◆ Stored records
>>>>

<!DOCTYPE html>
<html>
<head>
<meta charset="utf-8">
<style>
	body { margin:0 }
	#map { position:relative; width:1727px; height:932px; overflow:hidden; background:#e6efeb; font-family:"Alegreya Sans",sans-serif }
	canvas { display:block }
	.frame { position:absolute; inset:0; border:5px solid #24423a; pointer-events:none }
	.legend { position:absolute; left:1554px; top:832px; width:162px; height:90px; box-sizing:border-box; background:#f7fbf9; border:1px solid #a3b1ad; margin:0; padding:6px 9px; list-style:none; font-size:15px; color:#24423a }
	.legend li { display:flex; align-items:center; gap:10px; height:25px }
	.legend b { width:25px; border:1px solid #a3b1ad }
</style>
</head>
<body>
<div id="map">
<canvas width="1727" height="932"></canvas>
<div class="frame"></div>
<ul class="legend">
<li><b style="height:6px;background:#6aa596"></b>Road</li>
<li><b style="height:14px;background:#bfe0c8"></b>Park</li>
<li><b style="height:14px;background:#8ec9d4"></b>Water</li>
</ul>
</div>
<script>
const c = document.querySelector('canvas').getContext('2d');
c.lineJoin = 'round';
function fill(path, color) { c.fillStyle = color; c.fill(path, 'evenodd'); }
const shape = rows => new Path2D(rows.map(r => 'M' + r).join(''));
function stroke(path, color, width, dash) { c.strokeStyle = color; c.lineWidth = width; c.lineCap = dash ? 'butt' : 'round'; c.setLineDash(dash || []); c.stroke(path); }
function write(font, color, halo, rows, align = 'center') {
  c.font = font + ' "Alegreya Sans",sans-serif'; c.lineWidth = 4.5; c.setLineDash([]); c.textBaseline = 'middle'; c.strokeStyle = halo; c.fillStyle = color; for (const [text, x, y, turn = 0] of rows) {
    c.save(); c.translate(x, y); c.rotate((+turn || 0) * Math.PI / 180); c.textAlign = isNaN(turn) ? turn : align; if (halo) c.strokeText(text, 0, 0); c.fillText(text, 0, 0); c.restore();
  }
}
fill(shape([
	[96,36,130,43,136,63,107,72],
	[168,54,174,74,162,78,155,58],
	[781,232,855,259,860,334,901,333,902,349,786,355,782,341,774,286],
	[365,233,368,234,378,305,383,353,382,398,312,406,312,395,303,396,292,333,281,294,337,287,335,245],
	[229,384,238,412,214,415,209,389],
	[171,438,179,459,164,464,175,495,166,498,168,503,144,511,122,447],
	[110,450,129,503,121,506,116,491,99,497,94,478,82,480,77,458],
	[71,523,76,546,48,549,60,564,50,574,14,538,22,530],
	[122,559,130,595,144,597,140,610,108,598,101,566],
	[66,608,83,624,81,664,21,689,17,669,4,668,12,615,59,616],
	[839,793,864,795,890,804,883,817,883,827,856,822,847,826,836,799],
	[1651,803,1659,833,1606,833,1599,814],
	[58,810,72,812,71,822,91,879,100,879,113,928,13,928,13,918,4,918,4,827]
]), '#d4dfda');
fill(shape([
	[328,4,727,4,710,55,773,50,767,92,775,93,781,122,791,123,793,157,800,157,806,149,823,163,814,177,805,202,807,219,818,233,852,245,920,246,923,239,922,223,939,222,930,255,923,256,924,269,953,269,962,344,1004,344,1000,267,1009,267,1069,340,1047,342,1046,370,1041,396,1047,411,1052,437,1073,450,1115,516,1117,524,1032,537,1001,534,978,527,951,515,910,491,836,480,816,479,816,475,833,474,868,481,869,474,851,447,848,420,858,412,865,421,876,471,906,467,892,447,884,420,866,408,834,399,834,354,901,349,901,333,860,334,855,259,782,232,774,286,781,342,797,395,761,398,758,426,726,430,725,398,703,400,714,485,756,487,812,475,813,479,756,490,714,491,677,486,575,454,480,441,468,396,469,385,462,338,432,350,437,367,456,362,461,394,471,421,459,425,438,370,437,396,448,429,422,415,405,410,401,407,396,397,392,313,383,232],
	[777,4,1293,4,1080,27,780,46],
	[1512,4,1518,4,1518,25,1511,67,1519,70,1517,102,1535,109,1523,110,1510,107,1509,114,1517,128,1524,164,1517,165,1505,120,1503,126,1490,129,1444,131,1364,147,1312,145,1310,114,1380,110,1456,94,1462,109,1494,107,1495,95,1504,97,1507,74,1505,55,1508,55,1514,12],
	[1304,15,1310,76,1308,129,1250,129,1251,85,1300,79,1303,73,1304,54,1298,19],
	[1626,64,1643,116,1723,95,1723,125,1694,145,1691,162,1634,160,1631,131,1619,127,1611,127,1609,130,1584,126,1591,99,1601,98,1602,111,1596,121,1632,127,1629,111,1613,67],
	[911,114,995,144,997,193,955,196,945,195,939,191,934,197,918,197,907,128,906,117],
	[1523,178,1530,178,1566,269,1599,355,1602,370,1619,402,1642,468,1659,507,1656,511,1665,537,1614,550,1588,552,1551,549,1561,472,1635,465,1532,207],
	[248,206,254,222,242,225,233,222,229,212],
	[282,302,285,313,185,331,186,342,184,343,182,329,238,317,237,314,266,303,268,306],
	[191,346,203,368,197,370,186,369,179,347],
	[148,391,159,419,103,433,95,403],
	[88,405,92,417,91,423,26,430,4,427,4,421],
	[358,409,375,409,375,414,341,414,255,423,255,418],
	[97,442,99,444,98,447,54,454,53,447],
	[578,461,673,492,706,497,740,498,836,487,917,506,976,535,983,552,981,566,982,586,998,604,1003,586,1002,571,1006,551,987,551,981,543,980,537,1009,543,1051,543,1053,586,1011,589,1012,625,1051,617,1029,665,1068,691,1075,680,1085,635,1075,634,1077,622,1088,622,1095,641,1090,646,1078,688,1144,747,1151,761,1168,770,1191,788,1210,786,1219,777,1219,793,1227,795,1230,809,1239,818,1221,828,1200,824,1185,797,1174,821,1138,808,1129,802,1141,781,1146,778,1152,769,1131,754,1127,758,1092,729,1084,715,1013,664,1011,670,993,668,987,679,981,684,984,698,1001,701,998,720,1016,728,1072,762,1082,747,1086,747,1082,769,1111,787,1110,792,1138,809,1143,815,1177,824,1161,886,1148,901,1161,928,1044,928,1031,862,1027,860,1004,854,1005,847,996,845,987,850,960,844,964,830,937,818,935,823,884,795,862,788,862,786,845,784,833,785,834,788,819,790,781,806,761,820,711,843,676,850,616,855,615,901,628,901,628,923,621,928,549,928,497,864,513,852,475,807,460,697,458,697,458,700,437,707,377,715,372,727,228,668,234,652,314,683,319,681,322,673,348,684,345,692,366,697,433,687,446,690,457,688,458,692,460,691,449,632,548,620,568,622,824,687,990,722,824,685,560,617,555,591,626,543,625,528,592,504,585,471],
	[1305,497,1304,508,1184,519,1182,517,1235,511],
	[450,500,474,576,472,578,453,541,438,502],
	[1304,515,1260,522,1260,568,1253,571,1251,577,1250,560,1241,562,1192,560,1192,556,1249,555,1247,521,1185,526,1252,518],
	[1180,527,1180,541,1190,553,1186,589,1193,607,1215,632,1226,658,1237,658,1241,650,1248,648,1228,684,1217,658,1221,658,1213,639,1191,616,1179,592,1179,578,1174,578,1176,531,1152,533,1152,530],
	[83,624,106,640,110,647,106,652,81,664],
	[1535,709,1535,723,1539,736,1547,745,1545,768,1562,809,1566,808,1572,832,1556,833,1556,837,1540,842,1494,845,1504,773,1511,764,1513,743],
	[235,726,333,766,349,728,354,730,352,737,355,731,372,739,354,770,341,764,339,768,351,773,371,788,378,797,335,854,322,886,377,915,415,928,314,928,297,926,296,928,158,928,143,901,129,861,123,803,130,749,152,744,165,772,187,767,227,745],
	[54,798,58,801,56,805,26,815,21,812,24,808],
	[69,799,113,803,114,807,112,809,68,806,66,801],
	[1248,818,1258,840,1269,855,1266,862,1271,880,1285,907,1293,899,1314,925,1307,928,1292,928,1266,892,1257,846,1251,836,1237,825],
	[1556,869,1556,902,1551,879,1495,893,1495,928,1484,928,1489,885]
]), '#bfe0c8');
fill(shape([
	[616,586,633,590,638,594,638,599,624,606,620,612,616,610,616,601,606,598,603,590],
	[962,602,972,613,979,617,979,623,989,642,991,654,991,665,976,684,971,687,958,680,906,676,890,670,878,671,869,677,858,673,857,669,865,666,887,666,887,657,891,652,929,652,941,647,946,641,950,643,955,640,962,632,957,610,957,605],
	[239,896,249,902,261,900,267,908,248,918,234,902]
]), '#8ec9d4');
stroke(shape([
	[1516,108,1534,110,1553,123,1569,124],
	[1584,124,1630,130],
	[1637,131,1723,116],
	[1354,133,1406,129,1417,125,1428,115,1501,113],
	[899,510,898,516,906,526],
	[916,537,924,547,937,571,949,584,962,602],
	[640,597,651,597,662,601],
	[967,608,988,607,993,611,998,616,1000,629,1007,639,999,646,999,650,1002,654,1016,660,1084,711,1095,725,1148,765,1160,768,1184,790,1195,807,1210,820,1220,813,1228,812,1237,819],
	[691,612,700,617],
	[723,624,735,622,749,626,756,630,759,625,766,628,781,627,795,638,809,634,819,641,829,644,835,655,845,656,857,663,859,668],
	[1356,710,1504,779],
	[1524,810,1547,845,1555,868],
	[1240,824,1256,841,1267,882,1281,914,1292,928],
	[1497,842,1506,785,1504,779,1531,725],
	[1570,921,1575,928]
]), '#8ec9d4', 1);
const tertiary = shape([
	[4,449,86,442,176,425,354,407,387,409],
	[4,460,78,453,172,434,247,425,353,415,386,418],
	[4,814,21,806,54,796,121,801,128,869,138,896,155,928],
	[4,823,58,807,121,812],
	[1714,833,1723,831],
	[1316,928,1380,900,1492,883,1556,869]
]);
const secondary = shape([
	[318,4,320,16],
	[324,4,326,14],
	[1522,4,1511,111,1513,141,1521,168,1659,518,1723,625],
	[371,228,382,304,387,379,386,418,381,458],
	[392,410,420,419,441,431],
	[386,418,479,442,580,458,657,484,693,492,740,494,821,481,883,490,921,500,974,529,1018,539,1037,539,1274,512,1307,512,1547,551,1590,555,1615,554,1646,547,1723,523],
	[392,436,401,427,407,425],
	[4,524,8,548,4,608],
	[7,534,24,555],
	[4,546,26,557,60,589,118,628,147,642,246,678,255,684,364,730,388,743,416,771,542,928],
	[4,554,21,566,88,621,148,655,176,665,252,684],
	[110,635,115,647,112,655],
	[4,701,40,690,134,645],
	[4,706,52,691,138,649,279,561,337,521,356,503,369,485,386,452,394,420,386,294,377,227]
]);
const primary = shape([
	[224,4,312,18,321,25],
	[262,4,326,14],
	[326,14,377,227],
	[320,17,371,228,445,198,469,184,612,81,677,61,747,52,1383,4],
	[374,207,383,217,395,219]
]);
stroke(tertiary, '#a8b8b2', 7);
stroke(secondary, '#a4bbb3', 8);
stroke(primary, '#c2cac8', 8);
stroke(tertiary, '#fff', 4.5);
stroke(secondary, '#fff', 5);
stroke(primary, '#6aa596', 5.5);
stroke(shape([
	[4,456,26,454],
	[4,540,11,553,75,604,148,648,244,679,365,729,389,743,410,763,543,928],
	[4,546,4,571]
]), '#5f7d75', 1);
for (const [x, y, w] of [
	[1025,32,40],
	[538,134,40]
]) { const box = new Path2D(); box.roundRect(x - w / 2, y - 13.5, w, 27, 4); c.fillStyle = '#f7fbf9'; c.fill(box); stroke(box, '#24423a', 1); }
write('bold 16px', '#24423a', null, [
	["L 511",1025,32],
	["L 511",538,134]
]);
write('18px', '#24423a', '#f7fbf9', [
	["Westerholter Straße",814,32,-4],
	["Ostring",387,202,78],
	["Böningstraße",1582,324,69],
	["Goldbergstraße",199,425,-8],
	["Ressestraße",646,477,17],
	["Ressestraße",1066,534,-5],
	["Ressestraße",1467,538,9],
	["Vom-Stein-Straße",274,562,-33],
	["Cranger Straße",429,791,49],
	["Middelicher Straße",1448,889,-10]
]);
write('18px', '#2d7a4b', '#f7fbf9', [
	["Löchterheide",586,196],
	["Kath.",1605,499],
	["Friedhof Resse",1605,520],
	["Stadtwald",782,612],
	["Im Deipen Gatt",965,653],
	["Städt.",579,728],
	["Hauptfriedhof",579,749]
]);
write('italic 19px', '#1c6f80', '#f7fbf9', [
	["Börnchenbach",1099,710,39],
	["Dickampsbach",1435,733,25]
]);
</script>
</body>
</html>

<<<<

Report each line of the data in which "canvas" occurs.

◆ Your response
	canvas { display:block }
<canvas width="1727" height="932"></canvas>
const c = document.querySelector('canvas').getContext('2d');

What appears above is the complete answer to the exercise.